# ILCH Databaker Recipes

The purpose of this recipe is to create 4 datasets. One growth and one level datasets from the ILCH SA (Seasonally adjusted) spreadsheet, and the same for the NSA (not seasonally adjusted) spreadsheet.

This notebooks contains the following sections

1.) Introduction, selecting filenames & shared functions

2.) The recipe code

3.) Loading and running the NSA recipe

4.) Loading and running the SA recipe


In [1]:
from databaker.framework import *

In [2]:

# FILENAMES - this is the ONLY bit that should need to change
sa_inputfile = "ilchtablestemplatesa.xls"
nsa_inputfile = "ilchtablestemplatensa.xls"


In [3]:
# Shared functions

# Get the growth period
def get_growthPeriod(tab):
    tab_title = tab.excel_ref('A1')
    
    if tab_title.filter(contains_string("year on year")):
        gp = "Annual"
    elif tab_title.filter(contains_string("quarter on quarter")):
        gp = "Quarterly"
    elif tab_title.filter(contains_string("growth rates")):
        gp = "Annual"
    return gp


# Get the measure type
def get_measureType(tab):
    tab_title = tab.excel_ref('A1')
                       
    if tab_title.filter(contains_string("year on year")):
        mt = "Percent"
    elif tab_title.filter(contains_string("quarter on quarter")):
        mt = "Percent"
    elif tab_title.filter(contains_string("growth rates")):
        mt = "Percent"
    else:
        mt = "Index"
    return mt



## The Recipe Code

There are 2 blocks. One defines a function for the "Growth" recipe. The other for the "Level" recipe.

In [4]:

def growth_recipe(saOrNsa):
    
    conversionsegments = []

    for tab in tabs_growth:

        # Set anchor one to the left of cell with "Agriculture" 
        anchor = tab.filter(contains_string("eriod")).assert_one()

        # set up a waffle
        datarows = anchor.fill(DOWN).is_not_blank()
        datacols = anchor.shift(DOWN).fill(RIGHT).is_not_blank()
        obs = datarows.waffle(datacols).is_not_blank()
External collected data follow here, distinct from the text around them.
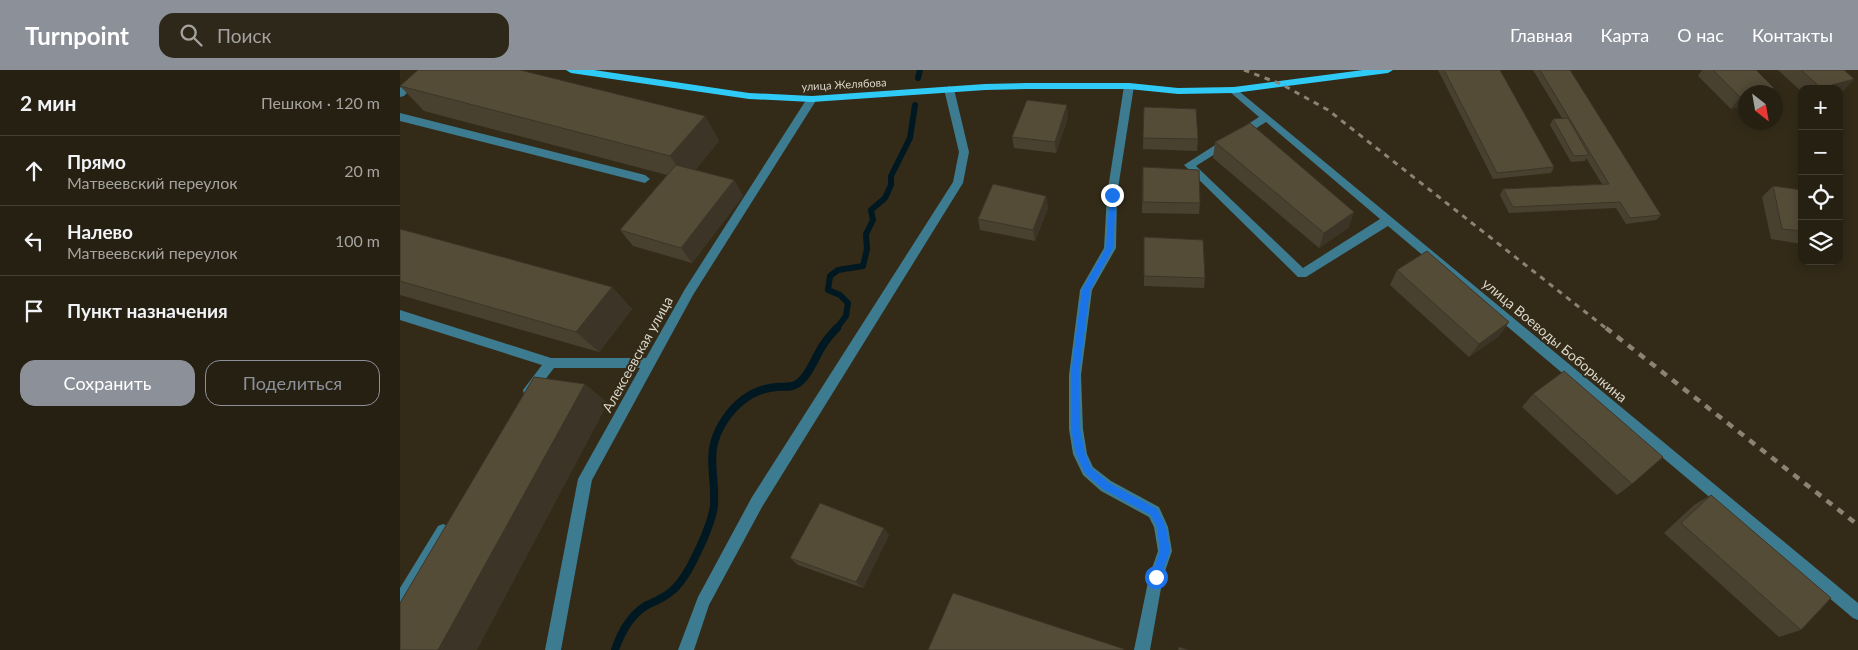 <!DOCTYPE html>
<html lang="ru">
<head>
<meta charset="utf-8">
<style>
  body { margin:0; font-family:Lato,sans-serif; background:#2e281b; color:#f1f3f6 }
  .controls { position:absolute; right:15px; top:15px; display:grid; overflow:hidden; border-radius:10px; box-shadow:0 2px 12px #0003 }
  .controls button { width:45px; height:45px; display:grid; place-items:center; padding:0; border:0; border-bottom:1px solid #423e32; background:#262012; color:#f1f3f6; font:25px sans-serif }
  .compass { position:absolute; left:1338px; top:15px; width:45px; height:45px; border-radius:50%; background:#262012; box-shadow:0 2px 12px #0003; rotate:149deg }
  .stop { position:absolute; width:15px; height:15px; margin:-11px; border:4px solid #1a73e8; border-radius:50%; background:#fff }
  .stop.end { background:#1a73e8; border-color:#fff; box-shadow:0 1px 5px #0008 }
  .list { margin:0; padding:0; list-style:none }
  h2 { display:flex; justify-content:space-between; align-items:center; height:65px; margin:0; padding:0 20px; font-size:21px }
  h2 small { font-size:16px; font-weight:400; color:#a4a39f }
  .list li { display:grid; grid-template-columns:32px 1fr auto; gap:15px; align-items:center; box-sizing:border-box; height:70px; padding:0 20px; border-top:1px solid #423e32 }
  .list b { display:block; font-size:19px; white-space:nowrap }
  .list p { margin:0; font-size:16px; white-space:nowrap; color:#a4a39f }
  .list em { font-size:16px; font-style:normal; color:#a4a39f }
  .actions { display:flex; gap:10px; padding:15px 20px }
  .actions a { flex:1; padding:11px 0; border:1px solid #8c9099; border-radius:15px; text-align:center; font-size:18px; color:#8c9099 }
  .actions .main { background:#8c9099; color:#fff }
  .icon { flex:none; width:28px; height:28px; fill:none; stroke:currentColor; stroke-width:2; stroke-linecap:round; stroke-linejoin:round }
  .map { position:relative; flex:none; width:1458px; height:580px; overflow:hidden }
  header { display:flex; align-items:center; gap:30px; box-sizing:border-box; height:70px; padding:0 25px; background:#8c9099; color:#fff }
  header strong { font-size:24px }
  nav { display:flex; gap:28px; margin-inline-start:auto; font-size:18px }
  .search { width:350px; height:45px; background:#2e281b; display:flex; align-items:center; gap:12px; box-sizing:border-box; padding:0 18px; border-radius:15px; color:#a4a39f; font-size:19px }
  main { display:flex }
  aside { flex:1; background:#262012 }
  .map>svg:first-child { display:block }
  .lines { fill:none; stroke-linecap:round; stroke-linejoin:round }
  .stream-far1 { stroke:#001821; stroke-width:6 }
  .stream { stroke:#001821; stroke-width:8 }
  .minor { fill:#3d7b90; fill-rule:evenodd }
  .major { fill:#2fcbf6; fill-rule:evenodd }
  .rail-far1 { stroke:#8b8475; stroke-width:3; stroke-dasharray:5.5 5.5; stroke-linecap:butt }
  .rail { stroke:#8b8475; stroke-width:4.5; stroke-dasharray:7 7; stroke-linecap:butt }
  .wall { fill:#494130 }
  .shaded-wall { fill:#3c3527 }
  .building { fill:#554c38; stroke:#3c3527 }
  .route { fill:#1a73e8 }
  .labels { text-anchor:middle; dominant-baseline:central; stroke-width:4; stroke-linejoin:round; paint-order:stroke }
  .far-street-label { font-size:11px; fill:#dbd6ca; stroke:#332b18 }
  .street-label { font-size:14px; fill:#dbd6ca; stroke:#332b18 }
</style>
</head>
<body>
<header>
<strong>Turnpoint</strong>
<div class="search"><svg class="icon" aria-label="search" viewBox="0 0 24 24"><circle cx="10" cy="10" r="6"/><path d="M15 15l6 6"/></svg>Поиск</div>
<nav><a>Главная</a><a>Карта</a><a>О нас</a><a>Контакты</a></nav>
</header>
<main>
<aside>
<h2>2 мин<small>Пешком · 120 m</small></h2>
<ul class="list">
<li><svg class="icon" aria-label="ahead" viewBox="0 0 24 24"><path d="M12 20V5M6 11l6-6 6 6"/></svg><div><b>Прямо</b><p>Матвеевский переулок</p></div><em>20 m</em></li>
<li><svg class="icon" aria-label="left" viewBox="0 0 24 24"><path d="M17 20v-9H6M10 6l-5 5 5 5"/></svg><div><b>Налево</b><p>Матвеевский переулок</p></div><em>100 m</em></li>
<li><svg class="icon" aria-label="arrive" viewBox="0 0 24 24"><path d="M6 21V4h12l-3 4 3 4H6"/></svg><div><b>Пункт назначения</b></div></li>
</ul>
<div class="actions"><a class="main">Сохранить</a><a>Поделиться</a></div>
</aside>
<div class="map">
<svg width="1458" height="580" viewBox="0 0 1458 580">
  <rect width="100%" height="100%" fill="#332b18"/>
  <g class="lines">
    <g class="stream-far1">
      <path d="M518,8l2,-8"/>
      <path d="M436,259l10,-13 2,-13 -8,-8 -12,-5 2,-14 8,-6 25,-4 4,-17 -1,-15 7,-14 -2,-10 14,-12 6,-13v-9l19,-38 5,-33"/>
    </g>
    <path class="stream" d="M215,580c6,-18 15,-35 32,-45 9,-4 19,-8 26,-15 14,-13 23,-35 31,-52 4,-11 9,-21 10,-33 2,-35 -11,-54 12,-87 12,-17 29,-29 50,-31 5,-1 14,1 19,-2 13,-6 20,-28 28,-40 4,-6 9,-12 14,-17"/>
    <g class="minor">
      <path d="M18,0h11l-25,26 -4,1v-9z"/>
      <path d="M729,13l5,3 -17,109 -1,53 -24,42 -11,85 2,54 4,25 6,13 18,14 48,26 9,20 4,24 -9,26 -13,73h-16l15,-73 9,-26 -4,-24 -5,-10 -48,-26 -18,-16 -10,-21 -4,-25v-54l11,-85 24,-42 3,-53 17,-109z"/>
      <path d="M549,16l5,3 15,63 -6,31 -201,324 -53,98 -15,45h-16l20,-53 54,-100 201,-315 6,-30 -15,-63z"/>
      <path d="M834,17l624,516v17l-5,-2 -465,-392 -82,51h-8l-114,-112 75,-48 -29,-25v-4zM866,52l114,97 -77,49 -107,-102z"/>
      <path d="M412,26l5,3 -124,196 -101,185 -31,170h-16l33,-171 62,-111h-86l-20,26 -5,2 -5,-2 -1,-4 19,-25 -142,-45v-10l151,48h95l39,-69 123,-192z"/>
      <path d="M0,43l245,62 5,4 -5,4 -245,-62z"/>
      <path d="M43,454l5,2 2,5 -2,5 -43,71 -5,2v-21l38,-62z"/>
    </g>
    <path class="major" d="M166,0h28l155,23 63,3 173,-12 42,-1h102l49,5 56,-1 129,-17h30l-5,3 -154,20 -56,1 -49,-5h-102l-42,1 -173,12 -63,-3 -178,-26z"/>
    <path class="rail-far1" d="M844,0l37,14 47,26 279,219"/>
    <path class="rail" d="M1206,258l252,197"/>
  </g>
  <g class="wall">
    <path d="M1038,0h62l54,97 -3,6 -58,6z"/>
    <path d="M1133,0h37l91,145 -5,5 -30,4 -10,-16 -107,5 -9,-18 3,-6 99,-5 -16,-26 -1,3 -14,1 -21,-37 3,-6 9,-1z"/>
    <path d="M1302,0h54l-10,22v13l-15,4 -33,-33z"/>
    <path d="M1378,0h66l10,9 -11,12 -4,1v-3h-37v3z"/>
    <path d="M0,16l305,30 14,25 -24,29 39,10 9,16 -51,67 -59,-17 -13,-16 47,-55 -243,-64z"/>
    <path d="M744,37l54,32 -1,12 -54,-2z"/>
    <path d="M668,47l-12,36 -42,-5 -2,-11z"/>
    <path d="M815,72l139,70 -6,16 -29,20 -106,-90z"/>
    <path d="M743,97l57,36 -1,11 -57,-1z"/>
    <path d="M1373,116l29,4v54l-31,-5 -9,-42z"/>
    <path d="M646,126l2,12 -13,33 -55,-11 -2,-11z"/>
    <path d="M0,159l212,58 20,22 -33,43 -199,-57z"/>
    <path d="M744,167l61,41 -1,10 -60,-2z"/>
    <path d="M997,200l112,52 -10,14 -30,21 -79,-72z"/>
    <path d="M1133,324l99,90 -15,11 -95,-88z"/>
    <path d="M1311,425l90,135 -22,7 -115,-104 30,-28z"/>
    <path d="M489,465l-26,53 -65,-23 -8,-7z"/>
  </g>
  <g class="shaded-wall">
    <path d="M1454,9l-11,12 -4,1v-3h-19z"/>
    <path d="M1374,18l-3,4h-12z"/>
    <path d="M1346,26v9l-15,4 9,-12z"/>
    <path d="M667,35l1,12 -12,36 -1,-11z"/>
    <path d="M305,46l14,25 -32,40 -17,-25z"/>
    <path d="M334,110l9,16 -51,67 -11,-15z"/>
    <path d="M646,126l2,12 -13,33 -2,-11z"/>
    <path d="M954,142l-6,16 -29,20 5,-15z"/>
    <path d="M212,217l20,22 -33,43 -23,-20z"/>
    <path d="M1109,252l-10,14 -30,21 10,-13z"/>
    <path d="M185,314l23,19 -131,247h-39z"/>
    <path d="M484,458l5,7 -26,53 -7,-6z"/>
  </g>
  <g class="building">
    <path d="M18,0h102l185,46 -35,40 -270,-70z"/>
    <path d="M1044,0h56l54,97 -57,6z"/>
    <path d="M1140,0h30l91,145 -31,3 -10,-16 -107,5 -10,-18 106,-5z"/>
    <path d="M1313,0h43l18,18 -15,4h-13v4l-6,1z"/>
    <path d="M1401,0h43l10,9 -33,9z"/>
    <path d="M627,30l40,5 -12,37 -43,-5z"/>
    <path d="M744,37l52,2 2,30 -55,-1z"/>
    <path d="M1168,48l21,37 -15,1 -21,-37z"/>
    <path d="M850,53l104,89 -30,21 -109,-91z"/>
    <path d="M276,95l58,15 -53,68 -61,-18z"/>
    <path d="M743,97l56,3 1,33 -57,-1z"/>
    <path d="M593,114l53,12 -13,34 -55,-11z"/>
    <path d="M1373,116l29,4v41l-20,-2z"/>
    <path d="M0,159l212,58 -36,45 -176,-51z"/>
    <path d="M744,167l59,3 2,38 -61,-2z"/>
    <path d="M1027,181l82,71 -30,22 -82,-74z"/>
    <path d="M1164,301l99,86 -31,27 -99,-90z"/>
    <path d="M134,307l51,7 -147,266h-38v-47z"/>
    <path d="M1311,425l120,103 -30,32 -120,-107z"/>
    <path d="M420,433l64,25 -28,54 -66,-24z"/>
    <path d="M553,523l171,56 -1,1h-195z"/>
    <path d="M779,577l9,3h-10z"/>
  </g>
  <path class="route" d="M710,123l6,2 -3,53 -23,42 -11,84 1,55 5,24 6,15 18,15 48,26 9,18 4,24 -11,30 -3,1 -5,-5 9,-26 -3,-24 -6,-12 -48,-26 -18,-16 -9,-19 -5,-25v-55l11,-84 24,-42z"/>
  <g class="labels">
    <g class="far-street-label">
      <text transform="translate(444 14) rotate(-3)">улица Желябова</text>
    </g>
    <g class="street-label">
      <text transform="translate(1155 270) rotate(40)">улица Воеводы Боборыкина</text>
      <text transform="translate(237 284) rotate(-61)">Алексеевская улица</text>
    </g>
  </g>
</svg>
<div class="controls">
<button>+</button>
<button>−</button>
<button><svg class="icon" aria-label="locate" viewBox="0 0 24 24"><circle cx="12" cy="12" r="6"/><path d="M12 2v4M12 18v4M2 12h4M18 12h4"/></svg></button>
<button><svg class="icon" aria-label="layers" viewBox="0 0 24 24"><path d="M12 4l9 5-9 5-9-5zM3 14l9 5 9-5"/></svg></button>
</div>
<svg class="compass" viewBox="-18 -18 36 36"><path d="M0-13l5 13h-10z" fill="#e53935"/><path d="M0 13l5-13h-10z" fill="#a4a39f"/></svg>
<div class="stop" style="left:756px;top:507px"></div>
<div class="stop end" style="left:712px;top:125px"></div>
</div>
</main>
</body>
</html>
        # set the growth period & measuretype
        gp = get_growthPeriod(tab)
        mt = get_measureType(tab)

        dimensions = [
                HDimConst(MEASURETYPE, mt),
                HDim(datarows, TIME, DIRECTLY, LEFT),
                HDim(datacols.parent(), "Costs", DIRECTLY, ABOVE),
                HDim(anchor.fill(RIGHT).parent(), "SIC", CLOSEST, LEFT),
                HDimConst("Growth Period", gp),
                HDimConst("SA / NSA", saOrNsa)
                     ]

        # TIME has wierd data markings, get them out
        time = dimensions[1]
        assert time.name == 'TIME', "Time needs to be dimension 0"
        for val in time.hbagset:
            if '(r)' in val.value or ('p') in val.value:
                time.cellvalueoverride[val.value] = val.value[:6]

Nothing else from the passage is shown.